Sortir de l’impasse capitaliste

Le capitalisme tire sa résilience de sa capacité à faire adhérer les populations à sa dynamique.

Jean-Marie Harribey  • 5 septembre 2018 abonné·es
Sortir de l’impasse capitaliste
© photo : DANIEL PIER / NURPHOTO

La démission de Nicolas Hulot marque un triple échec, bien au-delà du sien face aux lobbys et à un gouvernement aux ordres de la finance. La société tout entière est confrontée à trois défis qu’elle ne sait pas ou ne veut pas affronter.

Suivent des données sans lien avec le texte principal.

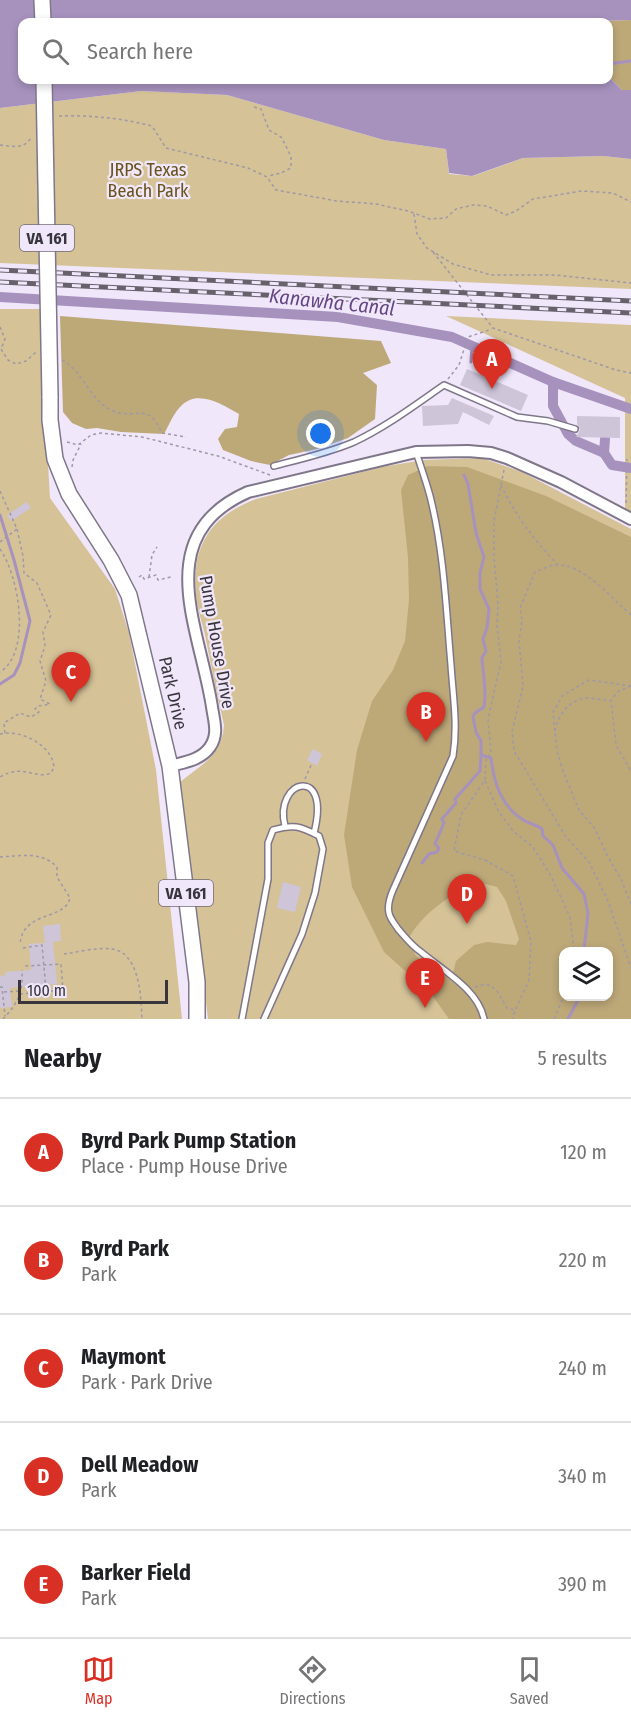 <!DOCTYPE html>
<html lang="en">
<head>
<meta charset="utf-8">
<style>
  body { margin:0; font-family:"Fira Sans Condensed",sans-serif; background:#f2f2f2; color:#202124 }
  .controls { position:absolute; right:18px; bottom:18px; display:grid; overflow:hidden; border-radius:12px; box-shadow:0 3px 9px #0003 }
  .controls button { width:54px; height:54px; display:grid; place-items:center; padding:0; border:0; border-bottom:2px solid #e0e0e0; background:#fff; color:#202124; font:30px sans-serif }
  .scale { position:absolute; left:18px; bottom:15px; width:150px; box-sizing:border-box; padding-left:6px; border:3px solid #39353d; border-top:0; font-size:16px; line-height:21px; white-space:nowrap; color:#39353d; -webkit-text-stroke:4px #f0e7fb; paint-order:stroke }
  .you { position:absolute; left:321px; top:434px; width:21px; height:21px; margin:-15px; border:4px solid #fff; border-radius:50%; background:#1a73e8; box-shadow:0 0 0 9px #1a73e833 }
  .badge { display:grid; place-items:center; width:39px; height:39px; border-radius:50%; background:#d93025; color:#fff; font-size:20px; font-weight:700 }
  .pin { position:absolute; translate:-50% -50px; filter:drop-shadow(0 2px 3px #0008) }
  .pin::after { content:''; position:absolute; top:32px; width:21px; height:18px; background:inherit; clip-path:polygon(0 0,100% 0,50% 100%) }
  .list { margin:0; padding:0; list-style:none }
  h2 { display:flex; justify-content:space-between; align-items:center; height:78px; margin:0; padding:0 24px; font-size:26px }
  h2 small { font-size:20px; font-weight:400; color:#757577 }
  .list li { display:grid; grid-template-columns:39px 1fr auto; gap:18px; align-items:center; box-sizing:border-box; height:108px; padding:0 24px; border-top:2px solid #e0e0e0 }
  .list b { display:block; font-size:22px; white-space:nowrap }
  .list p { margin:0; font-size:20px; white-space:nowrap; color:#757577 }
  .list em { font-size:20px; font-style:normal; color:#757577 }
  .icon { flex:none; width:33px; height:33px; fill:none; stroke:currentColor; stroke-width:2; stroke-linecap:round; stroke-linejoin:round }
  .map { position:relative; flex:none; width:631px; height:1019px; overflow:hidden }
  .search { position:absolute; background:#fff; box-shadow:0 3px 9px #0003; left:18px; right:18px; top:18px; height:66px; display:flex; align-items:center; gap:15px; box-sizing:border-box; padding:0 21px; border-radius:12px; color:#757577; font-size:22px }
  .sheet { height:618px; background:#fff }
  nav { display:flex; justify-content:space-around; align-items:center; box-sizing:border-box; height:84px; border-top:2px solid #e0e0e0; background:#fff; font-size:16px; color:#757577 }
  nav a { display:grid; justify-items:center; gap:3px }
  nav .on { color:#d93025 }
  .map>svg:first-child { display:block }
  .green { fill:#d5c297; fill-rule:evenodd }
  .forest { fill:#bda878; fill-rule:evenodd }
  .water { fill:#a792be }
  .lines { fill:none; stroke-linecap:round; stroke-linejoin:round }
  .stream { stroke:#a792be; stroke-width:3 }
  .canal { stroke:#a792be; stroke-width:10 }
  .building { fill:#cec5d9 }
  .service-casing { stroke:#7f7789; stroke-width:8 }
  .minor-casing { stroke:#7f7789; stroke-width:14 }
  .primary-casing { stroke:#7f7789; stroke-width:18 }
  .path { stroke:#9f98a7; stroke-width:1.5; stroke-dasharray:3 3; stroke-linecap:butt }
  .service { stroke:#fff; stroke-width:5 }
  .minor { stroke:#fff; stroke-width:10 }
  .primary { stroke:#fff; stroke-width:15 }
  .rail-casing { stroke:#67616c; stroke-width:5 }
  .rail { stroke:#f0e7fb; stroke-width:3; stroke-dasharray:9; stroke-linecap:butt }
  .primary-bridge-casing { stroke:#7f7789; stroke-width:18; stroke-linecap:butt }
  .primary-bridge { stroke:#fff; stroke-width:15 }
  .labels { text-anchor:middle; stroke-width:4.5; stroke-linejoin:round; paint-order:stroke }
  .shield { fill:#f0e7fb; stroke:#706a76; stroke-width:1.5 }
  .shield-label { font-size:16px; font-weight:bold; fill:#39353d }
  .park-label { font-size:18px; fill:#69531a; stroke:#f0e7fb }
  .street-label { font-size:18px; fill:#39353d; stroke:#f0e7fb }
  .water-label { font-size:20px; font-style:italic; fill:#644681; stroke:#f0e7fb }
</style>
</head>
<body>
<div class="map">
<svg width="631" height="1019" viewBox="0 0 631 1019">
  <rect width="100%" height="100%" fill="#f0e7fb"/>
  <g class="green">
    <path d="M141,91L227,95L384,140L446,149L449,174L473,176L523,158L603,156L631,159V289L0,263V108Z"/>
    <path d="M0,309H48L45,414L50,498L115,589L129,633L156,770L182,1019H0Z"/>
    <path d="M446,316L631,325V511L625,509V398Z"/>
    <path d="M482,458L522,472L631,529V1019H208L179,783C201,764 222,757 224,725C217,695 211,665 205,635C202,622 197,608 196,595C191,546 211,516 256,499L382,467L423,460ZM564,951H608V996H564Z"/>
  </g>
  <g class="forest">
    <path d="M631,20V90H622L609,77L608,22H562Z"/>
    <path d="M60,316L381,341L391,363L363,373L377,385L375,419L348,438L317,449L289,455L270,465L251,461L223,450L218,439L225,429L237,427L239,414C223,405 199,389 182,405C174,412 169,425 164,434L121,432L97,428L86,429L72,423L63,412Z"/>
    <path d="M428,466L467,467L546,496L631,537V1019H449L432,995L384,952L352,887L344,835L357,750L372,701L393,670L405,641L409,600L408,557L401,490L408,475ZM478,882L497,887L506,901L519,939L516,945L487,942L474,945L456,961L452,977L445,976L416,956L408,940C420,915 453,892 478,882ZM564,951H608V996H564Z"/>
  </g>
  <path class="water" d="M0,0H631V20L562,22H22V80H608L609,77L622,90H631V159L603,156L523,158L472,176L449,173L446,149L384,140L227,95L141,91L0,108Z"/>
  <g class="lines">
    <g class="stream">
      <path d="M608,64L631,61"/>
      <path d="M471,362L472,346"/>
      <path d="M464,475L468,484L476,533L484,557L480,573V589L489,609L487,628L483,639L486,651L482,658C483,675 487,690 484,707L475,713L473,717L476,732L481,741V755L491,758C494,783 501,807 525,821C531,824 537,825 542,829L543,836L553,845L562,868L584,894L588,913L584,951"/>
      <path d="M0,515L14,560L30,621L20,663L14,675L0,684"/>
      <path d="M422,863L429,854L437,852L439,848L435,844L444,823L442,819L456,803L455,799L480,771L481,756"/>
      <path d="M568,1019L580,996"/>
    </g>
    <g class="canal">
      <path d="M0,297L338,317L452,337L553,382V406L568,434L576,441L604,453L612,465L631,468"/>
      <path d="M553,382L631,409"/>
      <path d="M604,453L605,439"/>
    </g>
  </g>
  <g class="building">
    <path d="M467,369L528,395L521,411L460,385Z"/>
    <path d="M452,398L494,416L489,425L463,412L458,424L423,426L422,406L448,405Z"/>
    <path d="M577,416L620,417V438L576,437L580,430L577,424Z"/>
    <path d="M27,502L31,508L11,521L7,515Z"/>
    <path d="M313,749L322,754L317,766L307,760Z"/>
    <path d="M283,882L301,887L295,912L277,908Z"/>
    <path d="M60,924L61,941L53,942L57,984L10,988L12,1007L0,1008V976L6,975L5,972L31,970L29,944L45,943L43,926Z"/>
  </g>
  <g class="lines">
    <g class="service-casing">
      <g id="service">
        <path d="M416,452C421,467 426,481 430,496C444,551 446,608 451,665C453,696 458,725 453,756L393,890C390,897 387,905 389,913C390,919 395,924 398,929C405,937 412,946 421,952C442,970 478,989 484,1019"/>
        <path d="M274,466C301,459 328,453 354,442C386,427 415,405 444,385L517,417L548,421L575,429"/>
        <path d="M285,826C273,780 332,763 314,833"/>
        <path d="M242,1019L268,879V843L273,830C294,824 300,826 319,836L323,849L315,893L302,934L264,1019"/>
      </g>
    </g>
    <g class="minor-casing">
      <path id="minor" d="M170,766C185,762 201,760 210,747C219,734 214,721 212,707C200,628 149,536 248,492L416,452L468,451L491,453L507,458L561,482L631,519"/>
    </g>
    <g class="primary-casing">
      <g id="primary">
        <path d="M42,0L43,22"/>
        <path d="M50,396V420L55,459L69,494L111,560L129,595L170,766L197,982V1019"/>
      </g>
    </g>
    <g class="path">
      <path d="M254,107L261,109L269,130L281,137L286,146L291,157V168L281,173L268,176"/>
      <path d="M59,116C91,115 121,118 152,126L166,148L248,168L267,177L276,190L337,201L376,204L408,211L430,219L446,218L456,209L473,205L487,206L506,215L516,211L533,199L582,191L613,193L631,202"/>
      <path d="M0,145C13,146 23,150 31,138"/>
      <path d="M414,214L417,234L427,248L453,264L491,275H555L631,283"/>
      <path d="M433,252L493,328L616,370L631,373"/>
      <path d="M0,327L5,339L1,349L8,360L16,364L26,361L36,352"/>
      <path d="M62,360C83,371 89,399 111,410C135,422 147,399 162,433L186,437"/>
      <path d="M448,379L459,365L468,337L492,329"/>
      <path d="M67,442L78,445L91,435L101,433L142,437L218,456L270,475"/>
      <path d="M72,467L73,460L81,444"/>
      <path d="M504,470L494,521V556L498,604L497,625L501,662L488,719L491,754L486,759L485,780L461,815L454,851L485,860L513,876L531,942L529,980L513,1015V1019"/>
      <path d="M501,485C515,515 534,540 557,564"/>
      <path d="M0,491L17,529L0,542"/>
      <path d="M626,503L627,459"/>
      <path d="M0,549C19,576 32,652 0,672"/>
      <path d="M139,577L142,575L144,579L156,575L158,580L171,577"/>
      <path d="M149,577L152,555L157,547"/>
      <path d="M631,615C613,600 583,563 557,565C550,565 542,569 535,572L520,608L522,620L519,640L523,687L512,731L514,751L566,837L589,862L608,901L631,968"/>
      <path d="M631,686L589,680L563,695L553,712L557,751L563,771L579,810L595,829L608,857L621,879L631,904"/>
      <path d="M631,686L617,692L611,701L616,745L631,771"/>
      <path d="M555,731C557,716 570,699 586,698C594,698 602,700 610,701"/>
      <path d="M5,733L4,723L20,713L31,717L39,712L35,709L38,706L50,704L40,699L46,681L40,661L45,646L43,632L51,615L37,583L24,573L23,556L17,529"/>
      <path d="M0,734C21,729 52,745 54,767L51,773C35,780 24,763 0,777"/>
      <path d="M305,779L312,763"/>
      <path d="M485,781L499,812L513,831L533,847L551,876L570,917L574,951"/>
      <path d="M0,857C20,856 42,851 57,867V877L70,898C65,921 22,910 20,945"/>
      <path d="M23,948L42,945L46,990"/>
      <path d="M64,954C79,952 97,947 112,949C140,953 141,997 142,1019"/>
      <path d="M0,987H2L5,1016"/>
      <path d="M475,987L486,984C498,988 501,998 507,1008L514,1010"/>
      <path d="M4,992L20,991"/>
      <path d="M20,994L63,990L61,964L25,966"/>
      <path d="M3,1019C18,1003 23,993 22,970"/>
      <path d="M554,1019L564,996"/>
    </g>
    <use href="#service" class="service"/>
    <use href="#minor" class="minor"/>
    <use href="#primary" class="primary"/>
    <g class="rail-casing">
      <g id="rail">
        <path d="M0,270L631,301"/>
        <path d="M0,282L631,313"/>
      </g>
    </g>
    <use href="#rail" class="rail"/>
    <g class="primary-bridge-casing">
      <path id="primary-bridge" d="M44,80L50,396"/>
    </g>
    <use href="#primary-bridge" class="primary-bridge"/>
  </g>
  <g class="labels">
    <g class="shield">
      <rect x="20" y="225" width="54" height="26" rx="4.5"/>
      <rect x="159" y="880" width="54" height="26" rx="4.5"/>
    </g>
    <g class="shield-label">
      <text x="47" y="244">VA 161</text>
      <text x="186" y="899">VA 161</text>
    </g>
    <g class="park-label">
      <text x="148" y="176">JRPS Texas<tspan x="148" dy="21">Beach Park</tspan></text>
    </g>
    <g class="street-label">
      <text transform="translate(217 642) rotate(80)" y="6">Pump House Drive</text>
      <text transform="translate(173 693) rotate(77)" y="6">Park Drive</text>
    </g>
    <g class="water-label">
      <text transform="translate(332 302) rotate(6)" y="7">Kanawha Canal</text>
    </g>
  </g>
</svg>
<div class="controls">
<button><svg class="icon" aria-label="layers" viewBox="0 0 24 24"><path d="M12 4l9 5-9 5-9-5zM3 14l9 5 9-5"/></svg></button>
</div>
<div class="scale">100 m</div>
<div class="you"></div>
<div class="pin badge" style="left:492px;top:389px">A</div>
<div class="pin badge" style="left:426px;top:742px">B</div>
<div class="pin badge" style="left:71px;top:702px">C</div>
<div class="pin badge" style="left:467px;top:924px">D</div>
<div class="pin badge" style="left:425px;top:1008px">E</div>
<div class="search"><svg class="icon" aria-label="search" viewBox="0 0 24 24"><circle cx="10" cy="10" r="6"/><path d="M15 15l6 6"/></svg>Search here</div>
</div>
<section class="sheet">
<h2>Nearby<small>5 results</small></h2>
<ul class="list">
<li><span class="badge">A</span><div><b>Byrd Park Pump Station</b><p>Place · Pump House Drive</p></div><em>120 m</em></li>
<li><span class="badge">B</span><div><b>Byrd Park</b><p>Park</p></div><em>220 m</em></li>
<li><span class="badge">C</span><div><b>Maymont</b><p>Park · Park Drive</p></div><em>240 m</em></li>
<li><span class="badge">D</span><div><b>Dell Meadow</b><p>Park</p></div><em>340 m</em></li>
<li><span class="badge">E</span><div><b>Barker Field</b><p>Park</p></div><em>390 m</em></li>
</ul>
</section>
<nav>
<a class="on"><svg class="icon" aria-label="map" viewBox="0 0 24 24"><path d="M3 6l6-2 6 2 6-2v14l-6 2-6-2-6 2zM9 4v14M15 6v14"/></svg>Map</a>
<a><svg class="icon" aria-label="directions" viewBox="0 0 24 24"><path d="M12 3l9 9-9 9-9-9zM9 14v-3h6M13 9l2 2-2 2"/></svg>Directions</a>
<a><svg class="icon" aria-label="saved" viewBox="0 0 24 24"><path d="M7 4h10v16l-5-4-5 4z"/></svg>Saved</a>
</nav>
</body>
</html>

Le premier, le plus fondamental car il détermine largement les deux autres, est la réticence – sinon le déni – à voir dans la dégradation écologique et le réchauffement du climat un effet direct du capitalisme, cette « immense accumulation de marchandises » (Marx) sans autre boussole que la course au profit. Jusqu’aux trois quarts du XXe siècle, le capitalisme surmontait ses crises et relançait son accumulation en éliminant ses maillons faibles, en concentrant le capital et en concédant des hausses de salaires qui stimulaient les débouchés et une régulation publique qui encadrait le marché. Dans un monde que la circulation des capitaux a globalisé tout en dévoilant ses limites, l’accumulation de capital patine et trouve un palliatif temporaire dans les placements financiers et la marchandisation des biens publics et communs. La monnaie est alors confisquée au service de la financiarisation et de la centralisation des rentes tirées des nouvelles techniques. Mais le mirage de la croissance verte se heurte à la difficulté de faire jaillir toujours plus de valeur d’une force de travail trop exploitée, sur une base naturelle épuisée. Le monde atteint le bout de la marchandisation « de la terre, du travail et de la monnaie » (Polanyi).

Le deuxième échec est, partout, celui des gouvernements et tout particulièrement du nôtre. Quelques mois ont suffi pour dégonfler la baudruche macronienne et faire apparaître la brutalité, le cynisme et finalement la bêtise d’une présidence fondée sur l’illusion qu’on pouvait bâtir un « nouveau monde » en accentuant les pires travers de l’ancien. Brutalité car le travail est essoré par tous les côtés : droit du travail amenuisé, services publics à l’abandon pour mieux préparer leur privatisation, protection sociale assimilée à un « pognon de dingue ». Cynisme du ruissellement à l’envers : du bas vers le haut par le biais de la fiscalité, pendant que la « valeur pour l’actionnaire » nourrit des dividendes croissants. Bêtise pour remettre toujours à plus tard la transition écologique. En un mot, « l’imposture Macron (1) », car la démocratie s’effiloche à mesure que pouvoir et richesse se concentrent.

Le troisième échec est celui du corps social tout entier. Pourquoi « tout le monde s’en fiche », dixit Hulot ? Le capitalisme tire sa résilience de sa capacité à faire adhérer les populations à sa dynamique en canalisant l’angoisse existentielle à travers une consommation toujours croissante et renouvelée. La crainte de la mort trouve un exutoire dans le fantasme de l’accumulation infinie en guise d’éternité. Ainsi, le capitalisme transforme la réalité vivante en objet de valeur économique, en faisant de l’être humain et de la nature très concrets des abstractions taillables à merci et interchangeables. D’où, simultanément, la fuite en avant capitaliste et l’aveuglement populaire devant la nécessité de concilier social et écologie. Sortir de cette impasse pourrait être l’ultime message du ministre Hulot.

(1) L’Imposture Macron, Attac et Fondation Copernic, LLL.

Jean-Marie Harribey Membre du conseil scientifique d’Attac.